→ Task: Each entry has to be set down again with no alteration.

BEGIN

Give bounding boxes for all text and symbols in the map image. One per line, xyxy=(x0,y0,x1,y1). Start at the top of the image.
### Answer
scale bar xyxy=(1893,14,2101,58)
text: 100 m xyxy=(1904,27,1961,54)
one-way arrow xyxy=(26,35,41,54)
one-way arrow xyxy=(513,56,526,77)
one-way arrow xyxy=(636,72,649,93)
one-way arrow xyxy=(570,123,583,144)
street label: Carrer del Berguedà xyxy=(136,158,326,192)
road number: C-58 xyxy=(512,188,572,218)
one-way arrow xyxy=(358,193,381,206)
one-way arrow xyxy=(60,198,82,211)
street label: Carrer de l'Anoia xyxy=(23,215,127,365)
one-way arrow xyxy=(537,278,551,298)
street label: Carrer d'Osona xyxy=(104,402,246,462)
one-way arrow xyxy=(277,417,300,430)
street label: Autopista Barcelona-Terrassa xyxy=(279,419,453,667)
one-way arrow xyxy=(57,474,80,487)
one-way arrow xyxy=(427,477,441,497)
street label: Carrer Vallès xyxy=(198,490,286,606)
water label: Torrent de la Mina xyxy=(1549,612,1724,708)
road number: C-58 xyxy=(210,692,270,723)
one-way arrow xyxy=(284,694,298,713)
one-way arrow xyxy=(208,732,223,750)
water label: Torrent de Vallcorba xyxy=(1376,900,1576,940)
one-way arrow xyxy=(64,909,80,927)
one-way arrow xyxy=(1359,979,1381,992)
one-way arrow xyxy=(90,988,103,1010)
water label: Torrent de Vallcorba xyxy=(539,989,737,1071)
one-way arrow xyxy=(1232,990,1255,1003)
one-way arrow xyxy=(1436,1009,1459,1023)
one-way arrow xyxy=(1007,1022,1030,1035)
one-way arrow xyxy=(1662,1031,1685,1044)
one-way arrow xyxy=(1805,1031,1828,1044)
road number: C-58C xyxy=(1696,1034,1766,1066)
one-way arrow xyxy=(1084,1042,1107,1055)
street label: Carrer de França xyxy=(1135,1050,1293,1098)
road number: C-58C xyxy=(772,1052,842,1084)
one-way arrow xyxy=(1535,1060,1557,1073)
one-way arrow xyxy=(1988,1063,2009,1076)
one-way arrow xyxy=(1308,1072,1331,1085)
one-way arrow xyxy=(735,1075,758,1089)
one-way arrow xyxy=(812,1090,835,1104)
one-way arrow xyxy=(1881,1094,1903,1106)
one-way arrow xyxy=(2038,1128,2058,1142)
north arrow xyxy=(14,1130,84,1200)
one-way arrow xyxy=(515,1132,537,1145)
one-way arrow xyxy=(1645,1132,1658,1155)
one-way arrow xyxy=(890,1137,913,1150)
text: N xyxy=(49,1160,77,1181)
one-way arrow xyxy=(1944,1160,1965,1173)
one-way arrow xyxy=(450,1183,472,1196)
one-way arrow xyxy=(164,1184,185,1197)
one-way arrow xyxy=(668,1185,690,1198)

END

→ Solution to the exercise:
Give bounding boxes for all text and symbols in the map image. One per line, xyxy=(x0,y0,x1,y1). Start at the top of the image.
### Answer
scale bar xyxy=(1893,14,2101,58)
text: 100 m xyxy=(1904,27,1961,54)
one-way arrow xyxy=(26,35,41,54)
one-way arrow xyxy=(513,56,526,77)
one-way arrow xyxy=(636,72,649,93)
one-way arrow xyxy=(570,123,583,144)
street label: Carrer del Berguedà xyxy=(136,158,326,192)
road number: C-58 xyxy=(512,188,572,218)
one-way arrow xyxy=(358,193,381,206)
one-way arrow xyxy=(60,198,82,211)
street label: Carrer de l'Anoia xyxy=(23,215,127,365)
one-way arrow xyxy=(537,278,551,298)
street label: Carrer d'Osona xyxy=(104,402,246,462)
one-way arrow xyxy=(277,417,300,430)
street label: Autopista Barcelona-Terrassa xyxy=(279,419,453,667)
one-way arrow xyxy=(57,474,80,487)
one-way arrow xyxy=(427,477,441,497)
street label: Carrer Vallès xyxy=(198,490,286,606)
water label: Torrent de la Mina xyxy=(1549,612,1724,708)
road number: C-58 xyxy=(210,692,270,723)
one-way arrow xyxy=(284,694,298,713)
one-way arrow xyxy=(208,732,223,750)
water label: Torrent de Vallcorba xyxy=(1376,900,1576,940)
one-way arrow xyxy=(64,909,80,927)
one-way arrow xyxy=(1359,979,1381,992)
one-way arrow xyxy=(90,988,103,1010)
water label: Torrent de Vallcorba xyxy=(539,989,737,1071)
one-way arrow xyxy=(1232,990,1255,1003)
one-way arrow xyxy=(1436,1009,1459,1023)
one-way arrow xyxy=(1007,1022,1030,1035)
one-way arrow xyxy=(1662,1031,1685,1044)
one-way arrow xyxy=(1805,1031,1828,1044)
road number: C-58C xyxy=(1696,1034,1766,1066)
one-way arrow xyxy=(1084,1042,1107,1055)
street label: Carrer de França xyxy=(1135,1050,1293,1098)
road number: C-58C xyxy=(772,1052,842,1084)
one-way arrow xyxy=(1535,1060,1557,1073)
one-way arrow xyxy=(1988,1063,2009,1076)
one-way arrow xyxy=(1308,1072,1331,1085)
one-way arrow xyxy=(735,1075,758,1089)
one-way arrow xyxy=(812,1090,835,1104)
one-way arrow xyxy=(1881,1094,1903,1106)
one-way arrow xyxy=(2038,1128,2058,1142)
north arrow xyxy=(14,1130,84,1200)
one-way arrow xyxy=(515,1132,537,1145)
one-way arrow xyxy=(1645,1132,1658,1155)
one-way arrow xyxy=(890,1137,913,1150)
text: N xyxy=(49,1160,77,1181)
one-way arrow xyxy=(1944,1160,1965,1173)
one-way arrow xyxy=(450,1183,472,1196)
one-way arrow xyxy=(164,1184,185,1197)
one-way arrow xyxy=(668,1185,690,1198)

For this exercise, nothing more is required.